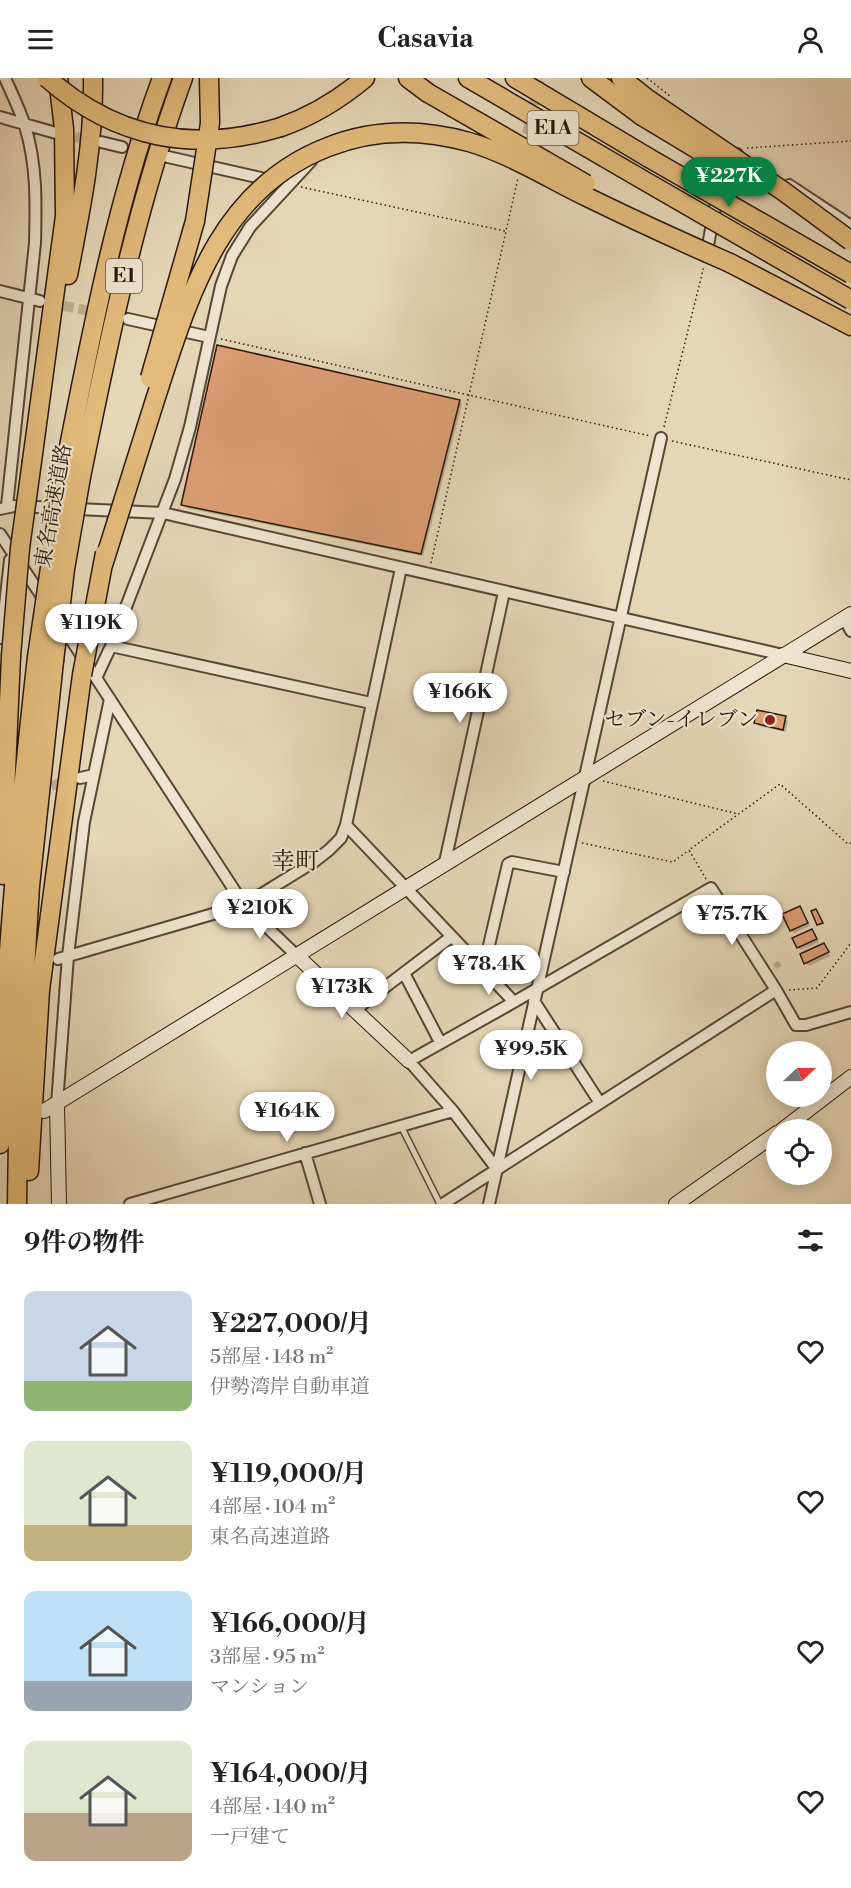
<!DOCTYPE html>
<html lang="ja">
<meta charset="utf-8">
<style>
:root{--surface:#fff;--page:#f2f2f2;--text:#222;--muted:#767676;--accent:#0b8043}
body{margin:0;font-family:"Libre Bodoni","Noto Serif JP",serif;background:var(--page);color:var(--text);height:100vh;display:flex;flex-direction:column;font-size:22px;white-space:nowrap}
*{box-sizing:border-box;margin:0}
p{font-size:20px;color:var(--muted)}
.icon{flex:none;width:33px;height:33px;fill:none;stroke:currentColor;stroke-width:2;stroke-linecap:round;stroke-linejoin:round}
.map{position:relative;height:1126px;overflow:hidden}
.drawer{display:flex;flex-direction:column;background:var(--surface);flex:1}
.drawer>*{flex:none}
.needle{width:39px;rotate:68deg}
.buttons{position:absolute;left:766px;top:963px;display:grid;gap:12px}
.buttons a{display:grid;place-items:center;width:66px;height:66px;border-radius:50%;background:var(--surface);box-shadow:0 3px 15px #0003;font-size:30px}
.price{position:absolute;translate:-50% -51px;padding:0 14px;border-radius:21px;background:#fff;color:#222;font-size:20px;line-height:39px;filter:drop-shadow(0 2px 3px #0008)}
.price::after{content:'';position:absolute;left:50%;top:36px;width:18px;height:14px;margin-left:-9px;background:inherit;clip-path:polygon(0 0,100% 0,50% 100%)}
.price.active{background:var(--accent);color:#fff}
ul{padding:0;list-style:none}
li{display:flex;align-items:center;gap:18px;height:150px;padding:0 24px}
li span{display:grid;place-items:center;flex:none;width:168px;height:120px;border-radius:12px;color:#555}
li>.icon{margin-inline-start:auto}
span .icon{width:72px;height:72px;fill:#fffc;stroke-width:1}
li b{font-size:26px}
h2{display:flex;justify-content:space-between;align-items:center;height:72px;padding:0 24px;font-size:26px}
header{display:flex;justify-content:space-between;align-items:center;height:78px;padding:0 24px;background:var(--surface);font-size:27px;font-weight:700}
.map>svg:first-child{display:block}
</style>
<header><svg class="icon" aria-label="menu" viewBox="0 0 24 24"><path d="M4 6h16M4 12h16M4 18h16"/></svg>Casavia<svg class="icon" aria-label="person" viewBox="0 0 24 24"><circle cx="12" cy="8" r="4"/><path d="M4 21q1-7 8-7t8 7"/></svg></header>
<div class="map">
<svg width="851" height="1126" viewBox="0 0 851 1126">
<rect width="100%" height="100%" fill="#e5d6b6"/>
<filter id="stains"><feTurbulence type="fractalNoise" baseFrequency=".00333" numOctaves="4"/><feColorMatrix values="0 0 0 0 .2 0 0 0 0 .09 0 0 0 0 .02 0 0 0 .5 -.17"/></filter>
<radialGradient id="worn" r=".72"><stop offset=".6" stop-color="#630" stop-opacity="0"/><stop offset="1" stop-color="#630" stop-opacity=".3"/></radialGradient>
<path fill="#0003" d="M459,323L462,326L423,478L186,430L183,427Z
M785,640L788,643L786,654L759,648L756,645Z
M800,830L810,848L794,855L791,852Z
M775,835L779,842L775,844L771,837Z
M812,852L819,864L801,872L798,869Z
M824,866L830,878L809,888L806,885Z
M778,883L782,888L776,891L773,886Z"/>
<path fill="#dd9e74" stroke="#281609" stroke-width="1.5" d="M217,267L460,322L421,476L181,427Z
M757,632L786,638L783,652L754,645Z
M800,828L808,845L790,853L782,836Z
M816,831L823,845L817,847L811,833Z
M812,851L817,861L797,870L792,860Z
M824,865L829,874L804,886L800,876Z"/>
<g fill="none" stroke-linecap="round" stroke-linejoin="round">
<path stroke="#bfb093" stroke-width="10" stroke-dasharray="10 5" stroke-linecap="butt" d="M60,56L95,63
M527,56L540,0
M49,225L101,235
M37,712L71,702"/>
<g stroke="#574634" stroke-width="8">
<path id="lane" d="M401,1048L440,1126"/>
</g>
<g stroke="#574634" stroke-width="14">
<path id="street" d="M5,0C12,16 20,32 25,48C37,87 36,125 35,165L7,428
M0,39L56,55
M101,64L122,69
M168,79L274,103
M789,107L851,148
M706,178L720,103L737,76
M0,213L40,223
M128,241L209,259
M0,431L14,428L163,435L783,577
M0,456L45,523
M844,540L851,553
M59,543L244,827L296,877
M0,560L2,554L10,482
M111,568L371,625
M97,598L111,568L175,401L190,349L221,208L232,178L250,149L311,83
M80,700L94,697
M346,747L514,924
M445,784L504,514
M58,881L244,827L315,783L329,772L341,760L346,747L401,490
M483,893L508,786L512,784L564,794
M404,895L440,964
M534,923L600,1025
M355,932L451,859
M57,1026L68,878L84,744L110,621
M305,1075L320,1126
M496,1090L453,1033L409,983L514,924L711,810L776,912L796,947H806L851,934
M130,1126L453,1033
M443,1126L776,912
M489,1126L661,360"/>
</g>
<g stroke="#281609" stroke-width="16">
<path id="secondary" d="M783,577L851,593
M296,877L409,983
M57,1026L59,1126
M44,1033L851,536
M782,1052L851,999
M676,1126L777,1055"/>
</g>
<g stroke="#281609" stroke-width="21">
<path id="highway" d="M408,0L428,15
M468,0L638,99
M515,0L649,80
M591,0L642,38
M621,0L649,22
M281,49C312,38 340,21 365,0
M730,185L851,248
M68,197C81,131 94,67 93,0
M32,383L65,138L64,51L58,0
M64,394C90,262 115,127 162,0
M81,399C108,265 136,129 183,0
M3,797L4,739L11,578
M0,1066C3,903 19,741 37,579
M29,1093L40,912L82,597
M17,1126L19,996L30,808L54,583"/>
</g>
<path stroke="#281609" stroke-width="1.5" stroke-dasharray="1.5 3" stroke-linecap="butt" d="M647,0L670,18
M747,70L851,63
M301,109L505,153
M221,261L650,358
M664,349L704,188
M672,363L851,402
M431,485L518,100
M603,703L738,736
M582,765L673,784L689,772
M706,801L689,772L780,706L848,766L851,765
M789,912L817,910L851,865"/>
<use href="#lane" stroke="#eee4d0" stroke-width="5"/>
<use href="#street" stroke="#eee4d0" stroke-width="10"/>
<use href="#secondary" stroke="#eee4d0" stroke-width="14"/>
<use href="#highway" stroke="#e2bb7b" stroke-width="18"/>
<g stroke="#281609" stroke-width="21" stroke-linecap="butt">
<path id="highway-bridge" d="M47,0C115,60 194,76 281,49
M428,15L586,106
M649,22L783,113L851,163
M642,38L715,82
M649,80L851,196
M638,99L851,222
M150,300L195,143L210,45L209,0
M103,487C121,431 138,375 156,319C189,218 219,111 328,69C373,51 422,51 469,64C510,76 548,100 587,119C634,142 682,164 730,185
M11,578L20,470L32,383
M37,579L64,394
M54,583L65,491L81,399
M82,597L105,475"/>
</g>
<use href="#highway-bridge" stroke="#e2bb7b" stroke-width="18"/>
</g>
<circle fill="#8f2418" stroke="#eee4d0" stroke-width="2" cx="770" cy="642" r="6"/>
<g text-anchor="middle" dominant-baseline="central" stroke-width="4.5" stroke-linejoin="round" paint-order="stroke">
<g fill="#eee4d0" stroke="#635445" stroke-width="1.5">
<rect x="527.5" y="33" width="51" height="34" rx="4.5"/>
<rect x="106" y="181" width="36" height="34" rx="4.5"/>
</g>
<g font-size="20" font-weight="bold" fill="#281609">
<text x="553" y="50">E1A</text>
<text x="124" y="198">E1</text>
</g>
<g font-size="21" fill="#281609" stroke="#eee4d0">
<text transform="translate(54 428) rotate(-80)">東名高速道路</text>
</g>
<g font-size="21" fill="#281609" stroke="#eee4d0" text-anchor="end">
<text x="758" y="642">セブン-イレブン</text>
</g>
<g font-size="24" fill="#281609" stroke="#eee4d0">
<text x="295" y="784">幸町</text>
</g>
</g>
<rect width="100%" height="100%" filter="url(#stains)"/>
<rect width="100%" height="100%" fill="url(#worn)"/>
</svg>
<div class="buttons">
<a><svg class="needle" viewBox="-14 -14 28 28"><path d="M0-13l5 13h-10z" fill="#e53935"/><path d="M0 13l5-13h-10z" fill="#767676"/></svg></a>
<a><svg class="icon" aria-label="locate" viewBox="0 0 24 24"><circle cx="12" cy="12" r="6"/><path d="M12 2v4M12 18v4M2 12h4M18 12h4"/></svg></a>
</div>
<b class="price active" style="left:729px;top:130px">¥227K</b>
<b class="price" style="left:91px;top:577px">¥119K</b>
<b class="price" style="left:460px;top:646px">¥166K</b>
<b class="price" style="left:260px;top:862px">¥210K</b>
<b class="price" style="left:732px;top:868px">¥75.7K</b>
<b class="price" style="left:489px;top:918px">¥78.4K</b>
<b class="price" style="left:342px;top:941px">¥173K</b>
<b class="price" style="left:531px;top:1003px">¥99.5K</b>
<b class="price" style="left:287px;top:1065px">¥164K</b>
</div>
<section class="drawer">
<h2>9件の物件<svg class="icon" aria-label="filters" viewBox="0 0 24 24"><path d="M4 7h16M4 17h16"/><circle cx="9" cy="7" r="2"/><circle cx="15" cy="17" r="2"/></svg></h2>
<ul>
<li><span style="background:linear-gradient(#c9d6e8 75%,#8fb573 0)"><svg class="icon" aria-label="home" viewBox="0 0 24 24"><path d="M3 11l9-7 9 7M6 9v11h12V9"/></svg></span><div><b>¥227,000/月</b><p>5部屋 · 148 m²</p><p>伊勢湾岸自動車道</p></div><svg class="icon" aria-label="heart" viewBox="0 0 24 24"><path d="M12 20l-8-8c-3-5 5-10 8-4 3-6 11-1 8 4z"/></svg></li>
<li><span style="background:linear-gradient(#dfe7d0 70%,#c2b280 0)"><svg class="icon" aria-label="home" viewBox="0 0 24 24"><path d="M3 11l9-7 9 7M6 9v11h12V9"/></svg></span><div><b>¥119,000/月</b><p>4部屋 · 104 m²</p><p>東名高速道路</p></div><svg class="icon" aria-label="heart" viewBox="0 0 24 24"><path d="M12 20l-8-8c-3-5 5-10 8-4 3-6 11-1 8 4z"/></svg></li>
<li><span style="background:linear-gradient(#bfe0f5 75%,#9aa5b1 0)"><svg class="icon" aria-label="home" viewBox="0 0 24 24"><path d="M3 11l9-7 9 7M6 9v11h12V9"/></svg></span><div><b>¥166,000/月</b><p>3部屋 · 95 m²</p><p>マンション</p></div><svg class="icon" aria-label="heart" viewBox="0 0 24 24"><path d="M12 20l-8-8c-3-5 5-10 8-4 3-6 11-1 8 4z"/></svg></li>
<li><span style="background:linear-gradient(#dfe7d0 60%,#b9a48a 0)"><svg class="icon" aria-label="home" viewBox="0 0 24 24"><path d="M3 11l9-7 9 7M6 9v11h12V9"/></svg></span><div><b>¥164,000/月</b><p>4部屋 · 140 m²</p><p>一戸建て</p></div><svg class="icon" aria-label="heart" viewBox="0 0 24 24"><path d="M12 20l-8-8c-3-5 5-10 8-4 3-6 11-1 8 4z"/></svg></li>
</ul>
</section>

————

Extract each line from the entries above that contains the string "border".

Output of the exercise -
*{box-sizing:border-box;margin:0}
.buttons a{display:grid;place-items:center;width:66px;height:66px;border-radius:50%;background:var(--surface);box-shadow:0 3px 15px #0003;font-size:30px}
.price{position:absolute;translate:-50% -51px;padding:0 14px;border-radius:21px;background:#fff;color:#222;font-size:20px;line-height:39px;filter:drop-shadow(0 2px 3px #0008)}
li span{display:grid;place-items:center;flex:none;width:168px;height:120px;border-radius:12px;color:#555}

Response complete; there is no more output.